Stolen Heritage

© Catherine Lee

Winner, 2021 Silver Quill Poetry Competition, WA State Championships, Toodyay, WA.

On the streets of Marboo there’s a didgeridoo that’s producing a sorrowful tune;
with each echoing part speaking straight to the heart, there is no-one who stands there immune.
So I pause on the track, but then turn to walk back, for the mystical music enthrals—
like a magnet attracts as it soars and retracts and becomes like a siren that calls.

It’s a wizened old man playing hard as he can while the moisture makes trails down his cheeks,
and the resonant wail reveals such a sad tale as the instrument wordlessly speaks.
I am drawn by this dirge and like others converge on the source of its ghostly refrain,
for he’s been there for years and the numerous tears he has shed expose deep-seated pain.

He is one who was lost, and he still counts the cost of a family long gone away—
how his poor mother cried as, removed from her side he was stolen one terrible day;
and he cannot forget that unspeakable debt as he thinks of how life was before,
with a faint memory of his grandfather’s knee where he’d listened to wisdom and lore.

Now the drawings on walls he just dimly recalls as reminders of hope exorcised—
when the bush tucker fare was delicious and rare, and the Dreaming respected and prized;
when the core of each man in a warrior clan was intrepid and skilful and true—
and his grief comes in waves as he pointlessly craves for that magical time he once knew.

You can see as he blows the emotion he shows as he weeps for those wide-open plains,
where the spinifex rolls and the buffalo strolls and the silence and majesty reigns,
where the land’s beating heart is a permanent part of the emptiness deep in his soul—
yet its numinous force steers his spirit on course, where tradition continues to roll.

I can sense how he dreams while the boy inside screams at the world he was forced to embrace,
see the lines and the scars of some time behind bars charted out on his wrinkled old face—
feel how heritage dwells in the music that swells, ancient stories sigh soft in his ear
of the centuries past, which he knows will outlast the reality forced on him here.

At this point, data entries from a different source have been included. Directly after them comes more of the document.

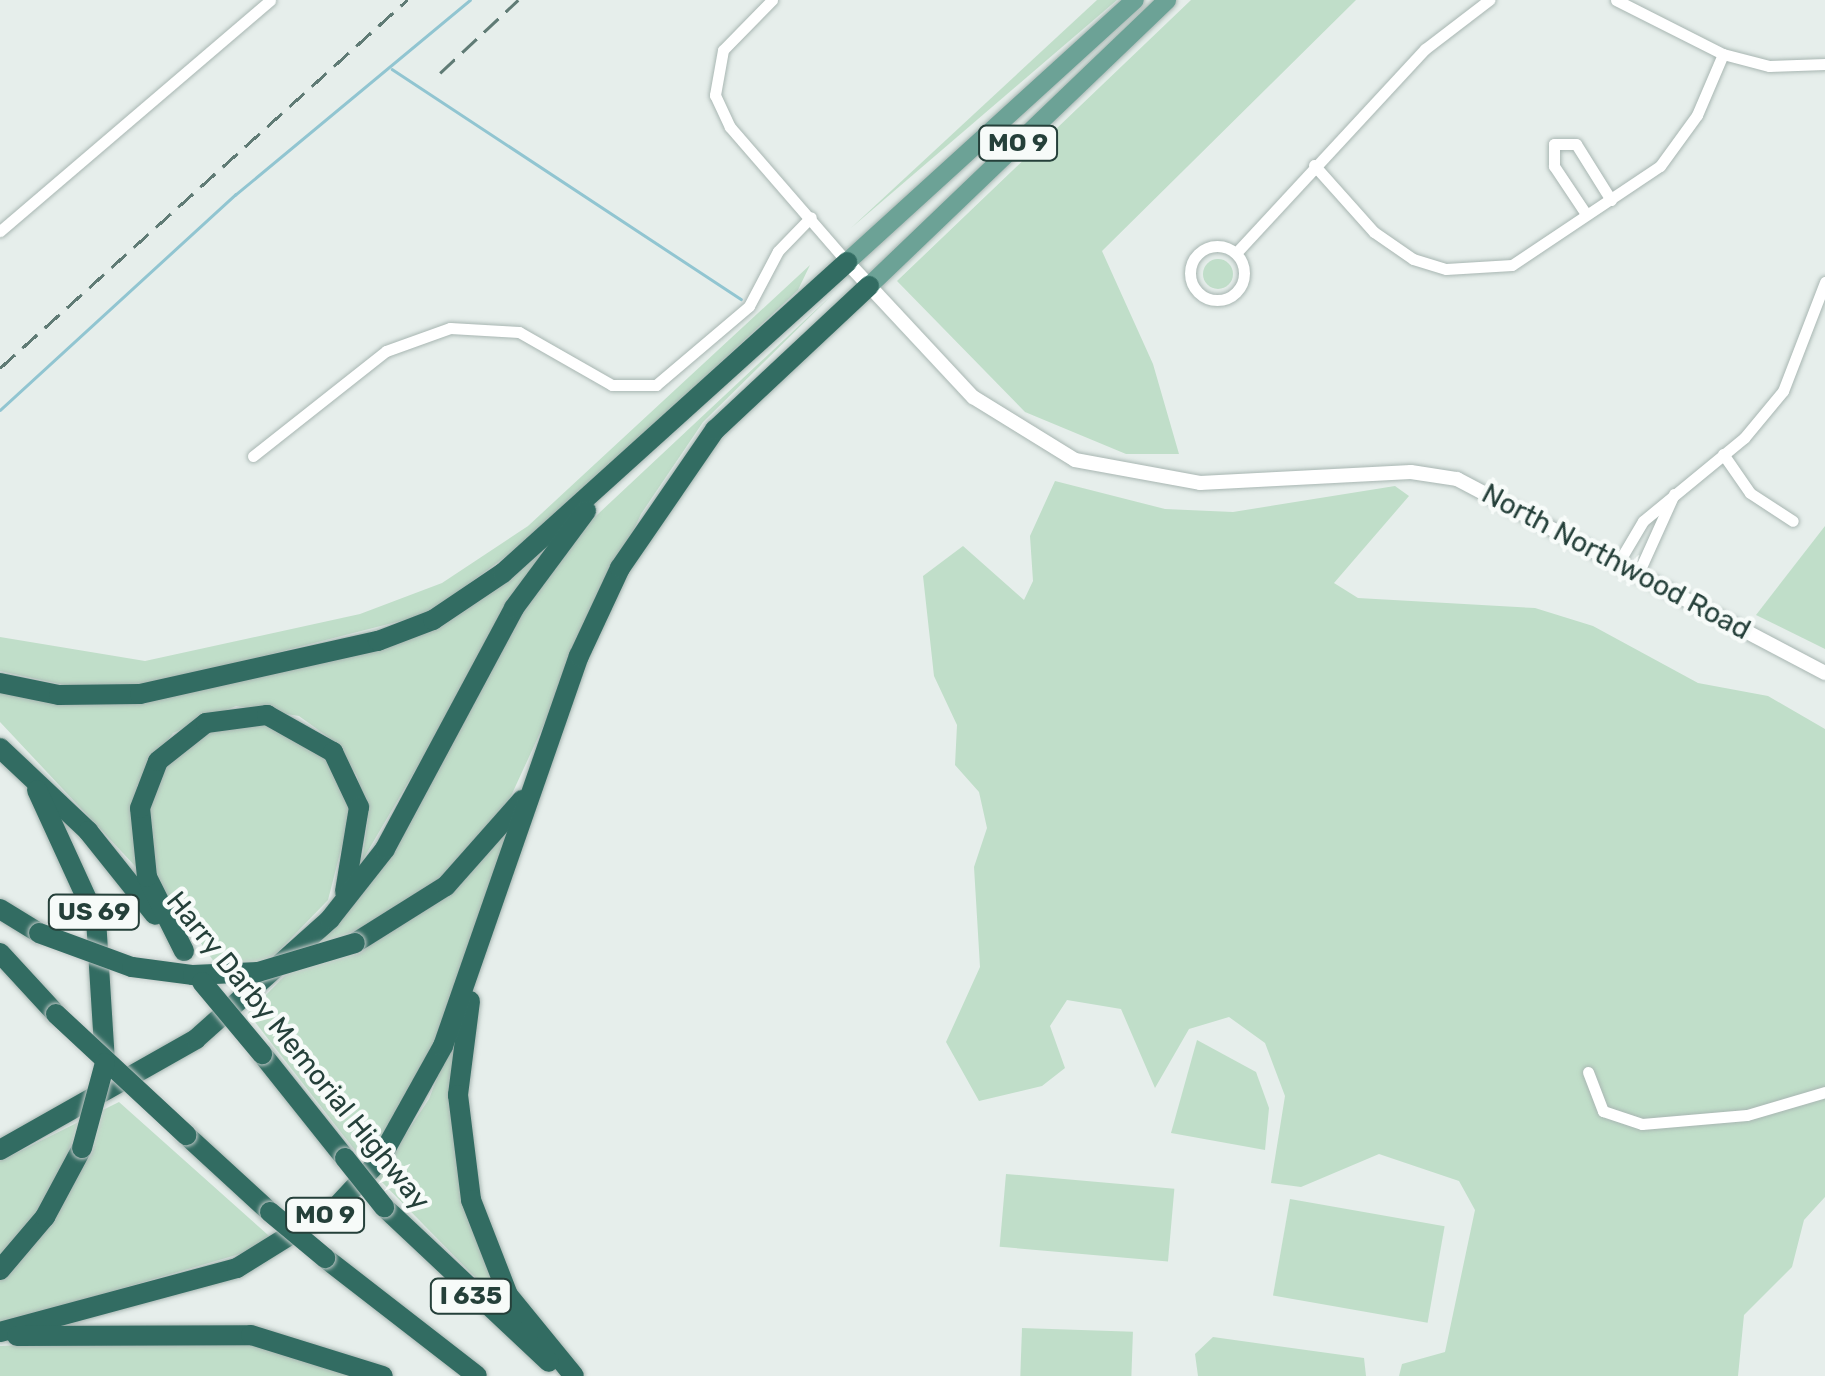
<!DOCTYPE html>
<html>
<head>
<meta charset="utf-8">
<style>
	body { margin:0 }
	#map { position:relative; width:1825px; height:1376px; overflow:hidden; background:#e6eeeb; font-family:Rubik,sans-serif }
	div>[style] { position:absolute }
	.green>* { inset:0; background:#c0dec9; transform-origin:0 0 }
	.round { border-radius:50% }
	.stream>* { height:2.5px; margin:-1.25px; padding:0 1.25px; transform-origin:1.25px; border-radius:1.25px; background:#91c5d1 }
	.roads { filter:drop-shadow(0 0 2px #a8b6b2) drop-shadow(0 0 2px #a8b6b2) }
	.minor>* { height:11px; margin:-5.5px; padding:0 5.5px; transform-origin:5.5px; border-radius:5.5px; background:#fff }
	.minor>.ring { margin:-5.5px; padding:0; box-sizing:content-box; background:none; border:11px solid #fff; border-radius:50% }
	.tertiary>* { height:14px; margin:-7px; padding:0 7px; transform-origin:7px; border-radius:7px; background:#fff }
	.primary>* { height:18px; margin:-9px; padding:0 9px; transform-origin:9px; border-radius:9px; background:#6ca296 }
	.motorway>* { height:20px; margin:-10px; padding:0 10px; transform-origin:10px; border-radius:10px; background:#326c62 }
	.rail>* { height:2.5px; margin-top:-1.25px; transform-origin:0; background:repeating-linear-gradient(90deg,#607b75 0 20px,transparent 0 30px) }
	.bridges { filter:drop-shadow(0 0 2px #c2cac8) drop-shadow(0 0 2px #c2cac8) }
	.motorway-bridge>* { height:20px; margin:-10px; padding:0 10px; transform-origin:10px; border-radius:10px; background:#326c62 }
	span { translate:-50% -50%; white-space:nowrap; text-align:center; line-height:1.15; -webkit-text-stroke:9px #f7fbf9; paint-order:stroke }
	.shield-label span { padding:2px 8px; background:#f7fbf9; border:2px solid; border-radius:8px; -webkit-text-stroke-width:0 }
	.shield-label { font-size:25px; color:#25403a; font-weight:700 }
	.street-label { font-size:28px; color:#25403a }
</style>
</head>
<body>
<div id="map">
	<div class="green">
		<i style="clip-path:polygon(1097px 0,1117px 0,851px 228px)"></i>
		<i style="clip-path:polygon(1191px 0,1356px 0,1102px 251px,1153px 364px,1179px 454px,1126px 454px,1025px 412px,897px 281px)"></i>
		<i class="round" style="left:1203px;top:259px;width:30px;height:30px"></i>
		<i style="clip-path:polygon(810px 265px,798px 290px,544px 528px,428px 614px,152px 684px,64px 685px,0 671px,0 637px,145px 661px,360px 614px,442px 583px,528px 526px)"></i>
		<i style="clip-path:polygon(834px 293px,703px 422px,641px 514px,505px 809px,426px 893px,340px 941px,323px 964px,435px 903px,515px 820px,437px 1043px,368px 1167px,248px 1013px,341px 919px,525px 606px,582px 529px)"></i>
		<i style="clip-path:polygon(1055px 481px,1165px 509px,1233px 512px,1395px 486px,1409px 496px,1334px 583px,1358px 598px,1535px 608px,1593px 626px,1698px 683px,1768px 696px,1825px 729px,1825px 1197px,1804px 1220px,1792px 1267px,1744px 1315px,1738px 1376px,1399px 1376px,1402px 1364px,1445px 1352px,1475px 1210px,1459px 1181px,1379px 1154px,1301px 1187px,1271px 1183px,1285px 1096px,1265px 1043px,1229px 1017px,1189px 1029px,1155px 1088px,1121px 1009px,1067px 1000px,1050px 1026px,1065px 1068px,1042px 1086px,979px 1101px,946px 1042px,980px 967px,974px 867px,987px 828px,979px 792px,955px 765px,957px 725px,934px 676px,923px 576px,963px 546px,1024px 600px,1033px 581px,1030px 536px)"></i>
		<i style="clip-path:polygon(1825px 526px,1825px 649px,1756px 615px)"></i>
		<i style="clip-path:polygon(548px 544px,362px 861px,368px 818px,357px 776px,335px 742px,299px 716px,236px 706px,173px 733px,137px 786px,136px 867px,0 722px,0 688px,91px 702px,380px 646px)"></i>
		<i style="clip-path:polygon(260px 721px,329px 756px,352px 806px,328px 900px,237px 994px,156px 880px,144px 826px,158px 773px,213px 727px)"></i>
		<i style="clip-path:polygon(461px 1016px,454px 1132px,513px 1316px,377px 1177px,429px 1099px)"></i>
		<i style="clip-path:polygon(1197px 1040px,1256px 1072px,1269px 1108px,1265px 1150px,1171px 1133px)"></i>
		<i style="clip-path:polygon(119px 1102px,277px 1243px,0 1324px,0 1281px,63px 1176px,0 1262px,0 1161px)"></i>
		<i style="left:1006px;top:1174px;width:169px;height:73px;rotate:5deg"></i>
		<i style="left:1290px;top:1199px;width:157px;height:98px;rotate:10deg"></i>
		<i style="left:1022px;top:1328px;width:111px;height:48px;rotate:2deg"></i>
		<i style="clip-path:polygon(220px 1337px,374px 1376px,0 1376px,0 1346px)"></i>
		<i style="clip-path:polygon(1213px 1337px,1364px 1358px,1366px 1376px,1198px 1376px,1195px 1354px)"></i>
	</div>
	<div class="stream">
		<i style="left:392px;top:69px;width:418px;rotate:33.4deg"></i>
		<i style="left:0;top:410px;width:319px;rotate:-42.5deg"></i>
		<i style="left:235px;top:195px;width:305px;rotate:-39.7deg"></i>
	</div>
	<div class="roads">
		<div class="minor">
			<i style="left:772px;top:0;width:70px;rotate:134.4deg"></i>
			<i style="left:723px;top:50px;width:46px;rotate:100.1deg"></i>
			<i style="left:715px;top:95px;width:35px;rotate:65deg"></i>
			<i style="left:730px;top:127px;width:179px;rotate:49.1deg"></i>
			<i style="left:1616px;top:0;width:120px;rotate:26.8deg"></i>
			<i style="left:1723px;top:54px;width:48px;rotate:14.6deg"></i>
			<i style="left:1769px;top:66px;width:56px;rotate:-2deg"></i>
			<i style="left:1314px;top:165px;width:90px;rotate:48.2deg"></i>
			<i style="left:1374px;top:232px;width:47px;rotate:34.7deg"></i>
			<i style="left:1413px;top:259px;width:34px;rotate:17deg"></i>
			<i style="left:1446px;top:269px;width:66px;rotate:-3.5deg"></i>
			<i style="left:1512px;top:265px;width:178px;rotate:-33.8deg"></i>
			<i style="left:1660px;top:166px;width:63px;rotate:-54deg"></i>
			<i style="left:1697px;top:115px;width:66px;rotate:-66.9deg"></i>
			<i style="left:1586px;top:214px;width:58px;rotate:-123.7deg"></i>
			<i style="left:1554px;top:166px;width:22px;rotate:-90deg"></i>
			<i style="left:1554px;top:144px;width:22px"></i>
			<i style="left:1576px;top:144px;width:66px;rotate:58deg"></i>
			<i style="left:0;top:231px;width:355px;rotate:-40.5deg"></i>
			<i class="ring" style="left:1190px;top:246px;width:43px;height:43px"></i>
			<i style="left:1236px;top:253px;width:278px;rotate:-47.2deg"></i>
			<i style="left:1425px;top:49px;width:81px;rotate:-37.4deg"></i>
			<i style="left:1723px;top:454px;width:47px;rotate:55.3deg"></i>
			<i style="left:1750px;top:493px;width:51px;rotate:33.1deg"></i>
			<i style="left:253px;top:456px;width:169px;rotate:-38.3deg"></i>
			<i style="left:386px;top:351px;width:68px;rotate:-19.8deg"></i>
			<i style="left:450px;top:328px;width:69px;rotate:3.3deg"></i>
			<i style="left:519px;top:332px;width:107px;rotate:29.7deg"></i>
			<i style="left:612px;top:385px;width:44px"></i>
			<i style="left:656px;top:385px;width:122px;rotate:-40.3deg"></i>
			<i style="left:749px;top:306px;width:62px;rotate:-62.2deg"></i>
			<i style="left:778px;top:251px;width:47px;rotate:-45.9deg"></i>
			<i style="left:1617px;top:565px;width:51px;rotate:-59.4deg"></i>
			<i style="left:1643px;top:521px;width:131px;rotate:-39.4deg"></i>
			<i style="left:1744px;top:438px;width:61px;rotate:-50.3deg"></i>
			<i style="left:1783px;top:391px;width:117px;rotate:-68.9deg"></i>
			<i style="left:1637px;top:576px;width:90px;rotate:-65.7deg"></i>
			<i style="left:1588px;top:1072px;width:42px;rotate:69deg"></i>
			<i style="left:1603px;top:1111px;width:41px;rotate:18.4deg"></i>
			<i style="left:1642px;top:1124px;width:105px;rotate:-4.9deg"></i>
			<i style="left:1747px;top:1115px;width:81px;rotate:-16.4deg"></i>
		</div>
		<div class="tertiary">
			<i style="left:847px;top:262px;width:185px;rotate:47deg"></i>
			<i style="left:973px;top:397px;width:120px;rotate:31.7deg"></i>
			<i style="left:1075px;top:460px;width:127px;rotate:10.4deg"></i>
			<i style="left:1200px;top:483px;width:211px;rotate:-3deg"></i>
			<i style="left:1411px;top:472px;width:47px;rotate:8.7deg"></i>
			<i style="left:1457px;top:479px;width:416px;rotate:27.8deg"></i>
		</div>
		<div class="primary">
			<i style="left:847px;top:262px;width:389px;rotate:-42.3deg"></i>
			<i style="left:869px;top:286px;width:413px;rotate:-43.8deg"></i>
		</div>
		<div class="motorway">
			<i style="left:0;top:683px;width:60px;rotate:11.5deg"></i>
			<i style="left:59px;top:695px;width:81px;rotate:-0.7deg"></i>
			<i style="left:140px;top:694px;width:244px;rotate:-12.6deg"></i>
			<i style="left:378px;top:641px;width:59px;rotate:-20.9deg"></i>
			<i style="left:433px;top:620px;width:84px;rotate:-33.9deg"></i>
			<i style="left:503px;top:573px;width:464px;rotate:-42.1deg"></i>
			<i style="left:0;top:748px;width:121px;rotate:43.3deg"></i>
			<i style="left:88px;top:831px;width:107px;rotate:51.4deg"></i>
			<i style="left:37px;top:790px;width:142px;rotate:65.4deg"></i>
			<i style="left:96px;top:919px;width:144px;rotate:86.4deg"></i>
			<i style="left:0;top:909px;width:46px;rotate:31.6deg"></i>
			<i style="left:355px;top:943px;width:107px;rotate:-32.1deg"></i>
			<i style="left:446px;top:886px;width:115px;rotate:-48.5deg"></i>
			<i style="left:184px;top:951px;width:83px;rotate:-116.6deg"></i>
			<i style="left:147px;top:877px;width:69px;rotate:-95.8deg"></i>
			<i style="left:140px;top:808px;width:50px;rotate:-69deg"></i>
			<i style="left:158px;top:761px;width:61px;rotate:-38.4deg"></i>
			<i style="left:206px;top:723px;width:62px;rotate:-7.5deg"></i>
			<i style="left:267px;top:715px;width:76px;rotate:29.3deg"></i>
			<i style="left:333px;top:752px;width:61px;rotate:64.7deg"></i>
			<i style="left:359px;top:807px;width:86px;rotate:99.4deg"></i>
			<i style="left:0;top:953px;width:83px;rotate:47.4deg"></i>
			<i style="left:470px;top:1001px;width:95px;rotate:97.3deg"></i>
			<i style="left:458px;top:1095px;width:106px;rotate:82.9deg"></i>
			<i style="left:471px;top:1200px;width:102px;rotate:68.7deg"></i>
			<i style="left:508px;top:1295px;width:104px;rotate:50.8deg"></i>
			<i style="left:262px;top:1054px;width:133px;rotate:51.4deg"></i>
			<i style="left:186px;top:1135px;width:114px;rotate:42.5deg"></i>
			<i style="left:0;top:1150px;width:225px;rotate:-29.5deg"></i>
			<i style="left:196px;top:1039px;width:180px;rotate:-41.8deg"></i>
			<i style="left:330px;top:919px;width:89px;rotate:-51.8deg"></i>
			<i style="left:385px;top:849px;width:273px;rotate:-61.8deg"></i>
			<i style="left:514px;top:608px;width:121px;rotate:-53.4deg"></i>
			<i style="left:384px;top:1207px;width:226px;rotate:43.2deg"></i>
			<i style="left:325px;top:1258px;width:192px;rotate:37.8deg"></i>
			<i style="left:0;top:1270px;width:70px;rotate:-49.7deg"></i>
			<i style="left:45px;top:1217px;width:78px;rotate:-61.8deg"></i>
			<i style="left:0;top:1332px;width:245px;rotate:-15.1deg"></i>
			<i style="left:237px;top:1268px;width:118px;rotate:-31.8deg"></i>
			<i style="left:337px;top:1206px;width:62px;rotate:-47deg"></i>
			<i style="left:379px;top:1161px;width:132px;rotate:-60.9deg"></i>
			<i style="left:443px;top:1046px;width:413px;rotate:-70.8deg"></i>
			<i style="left:579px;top:656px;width:97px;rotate:-65deg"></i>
			<i style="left:620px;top:568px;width:168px;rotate:-55.5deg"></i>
			<i style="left:715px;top:430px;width:211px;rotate:-43.1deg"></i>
			<i style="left:17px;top:1336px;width:234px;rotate:-0.2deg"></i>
			<i style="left:251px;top:1335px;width:138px;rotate:17.3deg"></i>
		</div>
	</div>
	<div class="rail">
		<i style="left:440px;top:73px;width:107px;rotate:-43.1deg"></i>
		<i style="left:0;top:368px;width:549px;rotate:-42.12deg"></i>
	</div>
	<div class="bridges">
		<div class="motorway-bridge">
			<i style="left:39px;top:933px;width:99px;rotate:20.1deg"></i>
			<i style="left:132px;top:967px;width:62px;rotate:7.5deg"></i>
			<i style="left:193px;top:975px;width:65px;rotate:-2.6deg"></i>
			<i style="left:258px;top:972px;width:101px;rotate:-16.6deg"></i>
			<i style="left:202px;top:982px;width:94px;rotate:50.2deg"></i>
			<i style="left:56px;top:1014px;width:178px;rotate:42.9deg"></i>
			<i style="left:82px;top:1148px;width:88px;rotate:-74.9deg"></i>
			<i style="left:345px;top:1158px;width:63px;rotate:51.5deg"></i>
			<i style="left:270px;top:1212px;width:72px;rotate:39.9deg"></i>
		</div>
	</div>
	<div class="shield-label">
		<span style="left:1018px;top:143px">MO 9</span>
		<span style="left:94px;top:912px">US 69</span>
		<span style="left:325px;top:1215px">MO 9</span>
		<span style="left:471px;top:1296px">I 635</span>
	</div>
	<div class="street-label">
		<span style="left:1616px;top:562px;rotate:28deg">North Northwood Road</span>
		<span style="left:298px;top:1051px;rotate:51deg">Harry Darby Memorial Highway</span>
	</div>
</div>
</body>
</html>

Now the didge becomes still, and its player looks ill as he mutters his woes to the earth,
while some tourists despise in the depths of their eyes as they give him a very wide berth;
for he’s been to the brink, become slave to the drink, and the sight is not pretty he knows,
so he wryly resumes and the rhythm consumes once again as it rises and flows.

When the eerie sound dies, heaving numerous sighs he then picks up his ancient glass jar,
shakes the coins in his hands, tips his hat as he stands and then staggers to Rafferty’s Bar,
where he orders a gin and with cynical grin empties tumbler of translucent fire—
for the life which he yearns the mere pittance he earns cannot pay for his deepest desire.

He will die in Marboo and his didgeridoo will be silenced and placed on display;
with the name of his tribe they will also inscribe how this ‘odd little man went astray’.
Then his tale will be told and his photograph sold and an infamous status he’ll gain—
but it cannot make known the whole story that’s shown in his poignant rendition of pain.

So the image for me will be clear memory of the suffering deep in his eyes—
how the sadness defined and took over his mind due to joy he could not realise.
I at last understand how the loss of his land and his legacy down through the years
has reduced him to this, though he mourns for that bliss and continues to play through his tears.

On the streets of Marboo as the didgeridoo sweeps me up and its passion incites,
I do not see a drunk in a haze and a funk, but a child who was robbed of his rights.
So I pray when his soul from its bitter black hole is released, it will finally roam
with his ancestors there in the wide-open air of his sacred, unparalleled home.